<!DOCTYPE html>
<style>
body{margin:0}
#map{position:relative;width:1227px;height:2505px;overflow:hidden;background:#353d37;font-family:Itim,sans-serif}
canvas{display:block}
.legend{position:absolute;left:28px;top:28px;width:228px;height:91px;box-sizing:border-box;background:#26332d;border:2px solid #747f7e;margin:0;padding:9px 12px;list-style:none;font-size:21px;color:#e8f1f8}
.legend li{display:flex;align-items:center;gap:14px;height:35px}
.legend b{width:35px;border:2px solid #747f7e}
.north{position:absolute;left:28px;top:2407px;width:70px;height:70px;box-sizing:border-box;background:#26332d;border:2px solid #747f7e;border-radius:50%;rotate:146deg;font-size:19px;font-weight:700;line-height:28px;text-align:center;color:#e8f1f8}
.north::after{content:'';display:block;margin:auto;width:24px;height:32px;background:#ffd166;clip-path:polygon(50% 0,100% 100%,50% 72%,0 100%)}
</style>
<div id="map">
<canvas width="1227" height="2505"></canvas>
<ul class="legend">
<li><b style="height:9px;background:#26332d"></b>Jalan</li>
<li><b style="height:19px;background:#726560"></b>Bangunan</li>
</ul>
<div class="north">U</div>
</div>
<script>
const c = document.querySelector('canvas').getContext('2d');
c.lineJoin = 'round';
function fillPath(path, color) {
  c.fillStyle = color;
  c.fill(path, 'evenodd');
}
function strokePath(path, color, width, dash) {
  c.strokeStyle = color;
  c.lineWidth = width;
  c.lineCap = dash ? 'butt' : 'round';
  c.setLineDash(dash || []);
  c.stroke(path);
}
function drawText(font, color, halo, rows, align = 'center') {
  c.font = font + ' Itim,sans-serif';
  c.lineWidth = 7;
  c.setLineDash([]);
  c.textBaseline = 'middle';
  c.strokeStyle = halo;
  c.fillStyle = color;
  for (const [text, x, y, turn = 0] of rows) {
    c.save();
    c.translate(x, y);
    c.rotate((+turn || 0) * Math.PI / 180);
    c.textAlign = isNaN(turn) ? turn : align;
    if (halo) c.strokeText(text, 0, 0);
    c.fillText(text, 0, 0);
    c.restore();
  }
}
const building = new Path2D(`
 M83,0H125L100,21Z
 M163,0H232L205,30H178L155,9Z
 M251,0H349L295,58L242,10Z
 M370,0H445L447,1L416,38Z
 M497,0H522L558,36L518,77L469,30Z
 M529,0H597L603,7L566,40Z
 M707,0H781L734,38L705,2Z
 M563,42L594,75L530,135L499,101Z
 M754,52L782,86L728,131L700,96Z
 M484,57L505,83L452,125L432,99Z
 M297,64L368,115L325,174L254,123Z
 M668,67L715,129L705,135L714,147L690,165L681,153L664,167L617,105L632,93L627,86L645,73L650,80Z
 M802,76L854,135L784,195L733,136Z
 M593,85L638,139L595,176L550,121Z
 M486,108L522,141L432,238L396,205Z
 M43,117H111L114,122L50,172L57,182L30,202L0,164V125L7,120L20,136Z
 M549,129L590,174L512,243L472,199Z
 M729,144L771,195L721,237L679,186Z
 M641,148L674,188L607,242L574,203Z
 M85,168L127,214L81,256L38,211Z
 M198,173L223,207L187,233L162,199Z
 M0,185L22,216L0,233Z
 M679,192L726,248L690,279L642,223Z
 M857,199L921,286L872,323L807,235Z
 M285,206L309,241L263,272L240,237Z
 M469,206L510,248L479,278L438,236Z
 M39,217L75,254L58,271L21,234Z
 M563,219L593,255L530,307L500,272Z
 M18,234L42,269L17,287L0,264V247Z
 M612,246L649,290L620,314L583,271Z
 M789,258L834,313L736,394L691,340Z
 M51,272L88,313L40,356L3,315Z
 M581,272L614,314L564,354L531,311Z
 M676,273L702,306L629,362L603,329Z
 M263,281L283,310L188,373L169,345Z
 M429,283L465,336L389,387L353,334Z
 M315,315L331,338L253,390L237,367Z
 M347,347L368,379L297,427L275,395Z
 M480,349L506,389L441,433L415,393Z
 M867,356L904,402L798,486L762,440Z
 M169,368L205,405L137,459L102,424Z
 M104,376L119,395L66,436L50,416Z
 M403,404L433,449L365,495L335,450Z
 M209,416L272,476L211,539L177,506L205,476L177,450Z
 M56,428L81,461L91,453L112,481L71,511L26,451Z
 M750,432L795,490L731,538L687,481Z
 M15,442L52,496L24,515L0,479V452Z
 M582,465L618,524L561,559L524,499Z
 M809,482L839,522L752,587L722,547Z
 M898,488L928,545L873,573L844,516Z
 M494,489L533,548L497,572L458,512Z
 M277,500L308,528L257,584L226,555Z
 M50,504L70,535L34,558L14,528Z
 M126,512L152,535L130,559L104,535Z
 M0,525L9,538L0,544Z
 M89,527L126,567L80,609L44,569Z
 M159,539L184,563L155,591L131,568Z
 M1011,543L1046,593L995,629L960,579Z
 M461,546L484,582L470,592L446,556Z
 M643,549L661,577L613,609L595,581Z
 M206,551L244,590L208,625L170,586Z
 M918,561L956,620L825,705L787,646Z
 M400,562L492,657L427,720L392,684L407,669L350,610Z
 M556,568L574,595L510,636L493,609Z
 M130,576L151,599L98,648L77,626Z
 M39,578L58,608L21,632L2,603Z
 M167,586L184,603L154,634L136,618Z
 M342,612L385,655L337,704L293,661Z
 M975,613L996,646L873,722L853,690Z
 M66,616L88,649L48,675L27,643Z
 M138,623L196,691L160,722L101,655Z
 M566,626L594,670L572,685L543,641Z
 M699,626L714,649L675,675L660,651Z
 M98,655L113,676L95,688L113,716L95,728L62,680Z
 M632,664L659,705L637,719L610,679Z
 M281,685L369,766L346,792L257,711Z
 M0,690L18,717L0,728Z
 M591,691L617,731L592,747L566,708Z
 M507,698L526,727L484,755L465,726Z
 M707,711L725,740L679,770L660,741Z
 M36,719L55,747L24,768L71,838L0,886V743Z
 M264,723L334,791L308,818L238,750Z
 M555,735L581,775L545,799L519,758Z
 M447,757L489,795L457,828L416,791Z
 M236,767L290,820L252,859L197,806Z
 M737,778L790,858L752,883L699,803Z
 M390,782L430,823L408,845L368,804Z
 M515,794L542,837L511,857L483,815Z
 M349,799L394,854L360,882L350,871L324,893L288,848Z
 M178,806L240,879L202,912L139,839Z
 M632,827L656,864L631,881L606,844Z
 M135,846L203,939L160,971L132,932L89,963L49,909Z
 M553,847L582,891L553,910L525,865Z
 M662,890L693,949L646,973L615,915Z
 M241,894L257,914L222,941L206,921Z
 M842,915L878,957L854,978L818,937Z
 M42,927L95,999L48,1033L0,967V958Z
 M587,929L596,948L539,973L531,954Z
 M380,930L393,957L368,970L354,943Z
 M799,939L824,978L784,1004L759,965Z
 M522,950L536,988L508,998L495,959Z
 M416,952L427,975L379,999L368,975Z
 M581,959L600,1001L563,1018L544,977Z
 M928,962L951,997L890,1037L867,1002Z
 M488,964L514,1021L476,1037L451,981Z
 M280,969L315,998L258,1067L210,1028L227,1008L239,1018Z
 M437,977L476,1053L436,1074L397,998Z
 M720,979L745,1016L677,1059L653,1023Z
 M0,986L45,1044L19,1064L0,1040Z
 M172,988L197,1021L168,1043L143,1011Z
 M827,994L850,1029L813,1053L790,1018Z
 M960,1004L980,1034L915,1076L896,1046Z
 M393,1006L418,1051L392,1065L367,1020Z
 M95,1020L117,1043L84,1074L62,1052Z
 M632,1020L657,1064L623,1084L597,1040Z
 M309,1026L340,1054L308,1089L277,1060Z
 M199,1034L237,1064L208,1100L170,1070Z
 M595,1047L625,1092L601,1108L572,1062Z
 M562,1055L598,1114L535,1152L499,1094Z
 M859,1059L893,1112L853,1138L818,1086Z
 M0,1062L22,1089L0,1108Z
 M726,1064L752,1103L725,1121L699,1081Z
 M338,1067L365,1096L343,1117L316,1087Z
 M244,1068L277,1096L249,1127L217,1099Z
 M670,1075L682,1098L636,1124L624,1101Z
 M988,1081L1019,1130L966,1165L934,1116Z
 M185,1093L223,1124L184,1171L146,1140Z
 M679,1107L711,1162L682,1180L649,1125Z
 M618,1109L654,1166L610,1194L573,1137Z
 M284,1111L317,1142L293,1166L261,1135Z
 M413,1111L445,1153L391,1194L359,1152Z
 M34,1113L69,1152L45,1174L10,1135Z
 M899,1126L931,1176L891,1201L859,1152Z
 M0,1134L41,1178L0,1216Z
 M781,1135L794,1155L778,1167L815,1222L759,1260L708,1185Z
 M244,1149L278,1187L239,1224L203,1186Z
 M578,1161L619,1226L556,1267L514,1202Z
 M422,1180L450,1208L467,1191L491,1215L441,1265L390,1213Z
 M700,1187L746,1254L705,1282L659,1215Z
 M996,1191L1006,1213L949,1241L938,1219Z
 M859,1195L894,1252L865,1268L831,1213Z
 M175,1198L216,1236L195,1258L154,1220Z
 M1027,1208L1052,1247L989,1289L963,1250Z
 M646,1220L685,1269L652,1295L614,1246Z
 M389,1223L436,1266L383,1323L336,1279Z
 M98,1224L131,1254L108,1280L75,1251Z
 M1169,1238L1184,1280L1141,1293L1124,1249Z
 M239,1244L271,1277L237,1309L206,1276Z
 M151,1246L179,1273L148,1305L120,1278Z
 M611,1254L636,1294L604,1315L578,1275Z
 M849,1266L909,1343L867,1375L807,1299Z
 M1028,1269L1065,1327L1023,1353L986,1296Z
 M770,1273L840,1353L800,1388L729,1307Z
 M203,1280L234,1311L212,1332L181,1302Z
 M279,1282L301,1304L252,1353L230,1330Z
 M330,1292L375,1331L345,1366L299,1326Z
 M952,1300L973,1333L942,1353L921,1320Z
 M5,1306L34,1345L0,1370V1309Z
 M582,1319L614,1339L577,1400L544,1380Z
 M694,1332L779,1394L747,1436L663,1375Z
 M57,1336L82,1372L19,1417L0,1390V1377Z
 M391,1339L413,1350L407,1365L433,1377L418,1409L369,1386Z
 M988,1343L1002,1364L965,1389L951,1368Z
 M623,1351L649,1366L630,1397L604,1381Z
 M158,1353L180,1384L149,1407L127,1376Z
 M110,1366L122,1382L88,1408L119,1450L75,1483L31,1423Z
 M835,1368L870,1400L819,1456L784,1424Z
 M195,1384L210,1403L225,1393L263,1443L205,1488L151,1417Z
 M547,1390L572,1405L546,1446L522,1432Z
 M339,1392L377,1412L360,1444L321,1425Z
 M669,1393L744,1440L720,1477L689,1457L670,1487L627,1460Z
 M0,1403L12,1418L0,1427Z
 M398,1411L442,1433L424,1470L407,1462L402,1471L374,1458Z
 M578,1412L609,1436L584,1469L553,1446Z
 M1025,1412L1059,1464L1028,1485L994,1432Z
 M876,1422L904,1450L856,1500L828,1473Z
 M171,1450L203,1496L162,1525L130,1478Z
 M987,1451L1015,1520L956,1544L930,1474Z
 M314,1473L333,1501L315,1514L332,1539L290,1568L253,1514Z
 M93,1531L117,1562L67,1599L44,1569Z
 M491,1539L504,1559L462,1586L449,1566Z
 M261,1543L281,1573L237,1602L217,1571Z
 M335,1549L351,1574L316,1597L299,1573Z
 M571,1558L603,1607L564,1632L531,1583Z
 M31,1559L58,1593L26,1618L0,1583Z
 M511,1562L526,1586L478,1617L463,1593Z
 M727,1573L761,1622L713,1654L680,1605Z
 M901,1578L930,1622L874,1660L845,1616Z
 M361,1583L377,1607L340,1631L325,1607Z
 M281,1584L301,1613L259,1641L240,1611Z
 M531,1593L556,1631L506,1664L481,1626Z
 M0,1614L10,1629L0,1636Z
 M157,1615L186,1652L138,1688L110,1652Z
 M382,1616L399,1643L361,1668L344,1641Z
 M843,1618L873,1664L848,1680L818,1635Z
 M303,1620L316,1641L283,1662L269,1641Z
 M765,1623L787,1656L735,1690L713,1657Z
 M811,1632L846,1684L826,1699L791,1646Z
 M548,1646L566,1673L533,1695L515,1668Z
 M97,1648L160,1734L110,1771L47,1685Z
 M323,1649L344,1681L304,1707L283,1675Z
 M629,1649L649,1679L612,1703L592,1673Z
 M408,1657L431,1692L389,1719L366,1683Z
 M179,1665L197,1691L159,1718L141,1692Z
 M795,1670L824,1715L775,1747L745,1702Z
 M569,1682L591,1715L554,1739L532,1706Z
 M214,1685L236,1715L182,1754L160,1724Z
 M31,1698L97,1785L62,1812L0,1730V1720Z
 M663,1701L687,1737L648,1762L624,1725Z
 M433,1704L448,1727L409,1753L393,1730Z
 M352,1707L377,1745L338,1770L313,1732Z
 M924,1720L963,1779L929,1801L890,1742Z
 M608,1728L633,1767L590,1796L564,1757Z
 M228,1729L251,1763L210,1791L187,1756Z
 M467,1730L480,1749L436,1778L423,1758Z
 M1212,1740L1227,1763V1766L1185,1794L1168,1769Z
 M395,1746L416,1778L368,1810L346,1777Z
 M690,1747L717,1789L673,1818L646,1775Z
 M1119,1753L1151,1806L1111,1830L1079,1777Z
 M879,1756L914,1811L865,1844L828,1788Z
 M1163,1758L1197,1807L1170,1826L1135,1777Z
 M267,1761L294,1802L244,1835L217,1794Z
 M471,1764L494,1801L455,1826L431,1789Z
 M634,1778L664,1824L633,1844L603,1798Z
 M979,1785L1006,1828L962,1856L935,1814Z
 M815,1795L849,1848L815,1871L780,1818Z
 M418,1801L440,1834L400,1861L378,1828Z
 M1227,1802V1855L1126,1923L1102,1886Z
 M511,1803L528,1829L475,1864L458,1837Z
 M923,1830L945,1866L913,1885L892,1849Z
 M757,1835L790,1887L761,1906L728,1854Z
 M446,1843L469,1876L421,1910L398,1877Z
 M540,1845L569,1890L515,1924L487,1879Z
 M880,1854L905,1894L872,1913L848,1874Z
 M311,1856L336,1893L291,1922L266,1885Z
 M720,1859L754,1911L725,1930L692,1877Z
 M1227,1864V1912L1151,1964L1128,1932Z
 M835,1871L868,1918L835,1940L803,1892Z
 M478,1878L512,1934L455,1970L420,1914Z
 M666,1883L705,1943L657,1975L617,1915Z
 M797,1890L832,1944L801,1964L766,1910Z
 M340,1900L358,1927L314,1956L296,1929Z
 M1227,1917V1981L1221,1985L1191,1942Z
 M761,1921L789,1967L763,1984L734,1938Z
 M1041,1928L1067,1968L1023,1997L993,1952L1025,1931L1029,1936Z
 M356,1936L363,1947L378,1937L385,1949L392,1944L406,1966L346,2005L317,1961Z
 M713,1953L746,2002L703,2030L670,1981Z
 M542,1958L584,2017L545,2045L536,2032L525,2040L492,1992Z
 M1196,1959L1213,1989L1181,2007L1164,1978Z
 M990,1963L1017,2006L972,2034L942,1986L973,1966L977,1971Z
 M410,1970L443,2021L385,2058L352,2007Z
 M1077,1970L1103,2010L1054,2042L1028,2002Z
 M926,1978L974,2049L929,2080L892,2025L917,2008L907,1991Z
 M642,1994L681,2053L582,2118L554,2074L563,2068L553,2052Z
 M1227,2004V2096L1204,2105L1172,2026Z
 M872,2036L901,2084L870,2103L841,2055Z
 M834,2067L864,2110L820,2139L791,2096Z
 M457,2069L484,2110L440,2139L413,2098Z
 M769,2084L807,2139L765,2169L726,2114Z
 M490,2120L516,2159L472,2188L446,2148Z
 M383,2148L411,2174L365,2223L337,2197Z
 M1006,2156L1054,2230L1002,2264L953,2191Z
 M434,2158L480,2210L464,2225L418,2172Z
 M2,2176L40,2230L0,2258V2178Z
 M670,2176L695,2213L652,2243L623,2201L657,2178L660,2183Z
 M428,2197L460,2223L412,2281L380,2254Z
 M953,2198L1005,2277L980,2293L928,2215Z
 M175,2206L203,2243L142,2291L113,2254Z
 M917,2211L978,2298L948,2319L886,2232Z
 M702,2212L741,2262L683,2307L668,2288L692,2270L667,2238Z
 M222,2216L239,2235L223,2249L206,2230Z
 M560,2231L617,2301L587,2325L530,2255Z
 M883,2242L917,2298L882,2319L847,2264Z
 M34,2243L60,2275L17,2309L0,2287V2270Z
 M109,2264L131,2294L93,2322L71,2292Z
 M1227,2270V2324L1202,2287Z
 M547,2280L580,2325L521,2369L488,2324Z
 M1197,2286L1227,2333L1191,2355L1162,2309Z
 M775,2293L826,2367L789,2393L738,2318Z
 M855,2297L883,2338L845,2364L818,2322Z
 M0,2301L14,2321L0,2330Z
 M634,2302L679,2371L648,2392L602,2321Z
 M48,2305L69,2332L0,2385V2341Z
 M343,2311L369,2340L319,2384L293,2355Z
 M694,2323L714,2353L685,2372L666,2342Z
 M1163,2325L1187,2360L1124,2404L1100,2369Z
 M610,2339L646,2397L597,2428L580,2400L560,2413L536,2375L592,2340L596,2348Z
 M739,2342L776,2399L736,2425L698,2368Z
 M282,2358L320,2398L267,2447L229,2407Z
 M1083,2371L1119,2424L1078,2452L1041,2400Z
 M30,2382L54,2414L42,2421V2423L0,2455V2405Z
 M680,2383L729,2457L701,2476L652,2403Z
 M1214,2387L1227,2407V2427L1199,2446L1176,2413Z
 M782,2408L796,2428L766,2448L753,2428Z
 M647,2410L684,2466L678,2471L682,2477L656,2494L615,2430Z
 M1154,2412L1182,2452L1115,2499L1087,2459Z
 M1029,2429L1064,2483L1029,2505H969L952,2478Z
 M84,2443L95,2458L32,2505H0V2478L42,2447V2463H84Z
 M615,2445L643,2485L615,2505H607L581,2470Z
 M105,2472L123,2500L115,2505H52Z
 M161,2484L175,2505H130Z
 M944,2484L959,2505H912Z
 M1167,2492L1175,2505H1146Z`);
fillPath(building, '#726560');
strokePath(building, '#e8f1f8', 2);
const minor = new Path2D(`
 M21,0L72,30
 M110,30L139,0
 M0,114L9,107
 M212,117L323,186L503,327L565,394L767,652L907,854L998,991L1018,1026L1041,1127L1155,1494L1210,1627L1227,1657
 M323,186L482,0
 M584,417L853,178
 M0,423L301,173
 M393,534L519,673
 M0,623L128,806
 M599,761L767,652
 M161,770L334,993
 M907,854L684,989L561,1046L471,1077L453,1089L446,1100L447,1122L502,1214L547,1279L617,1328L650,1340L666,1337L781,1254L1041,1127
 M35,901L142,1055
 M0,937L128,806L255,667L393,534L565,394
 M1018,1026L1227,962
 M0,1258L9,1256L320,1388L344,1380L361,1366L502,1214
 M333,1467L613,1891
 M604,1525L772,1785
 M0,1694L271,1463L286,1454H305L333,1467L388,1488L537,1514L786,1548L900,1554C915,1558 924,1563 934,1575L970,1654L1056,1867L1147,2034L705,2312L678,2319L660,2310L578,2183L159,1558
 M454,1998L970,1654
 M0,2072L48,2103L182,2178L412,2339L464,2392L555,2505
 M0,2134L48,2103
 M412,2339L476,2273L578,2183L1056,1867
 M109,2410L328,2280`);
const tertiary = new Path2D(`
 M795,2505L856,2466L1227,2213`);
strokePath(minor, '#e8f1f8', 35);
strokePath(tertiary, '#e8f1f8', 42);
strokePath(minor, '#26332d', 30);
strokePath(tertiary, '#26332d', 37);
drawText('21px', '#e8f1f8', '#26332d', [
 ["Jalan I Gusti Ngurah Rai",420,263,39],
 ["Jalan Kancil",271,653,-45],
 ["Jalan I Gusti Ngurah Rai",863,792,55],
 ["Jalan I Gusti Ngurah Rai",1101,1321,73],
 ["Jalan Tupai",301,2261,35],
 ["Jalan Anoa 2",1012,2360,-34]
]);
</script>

Requirement
Please copy out each line of the listing above that contains the string "function".

Exercise result
function fillPath(path, color) {
function strokePath(path, color, width, dash) {
function drawText(font, color, halo, rows, align = 'center') {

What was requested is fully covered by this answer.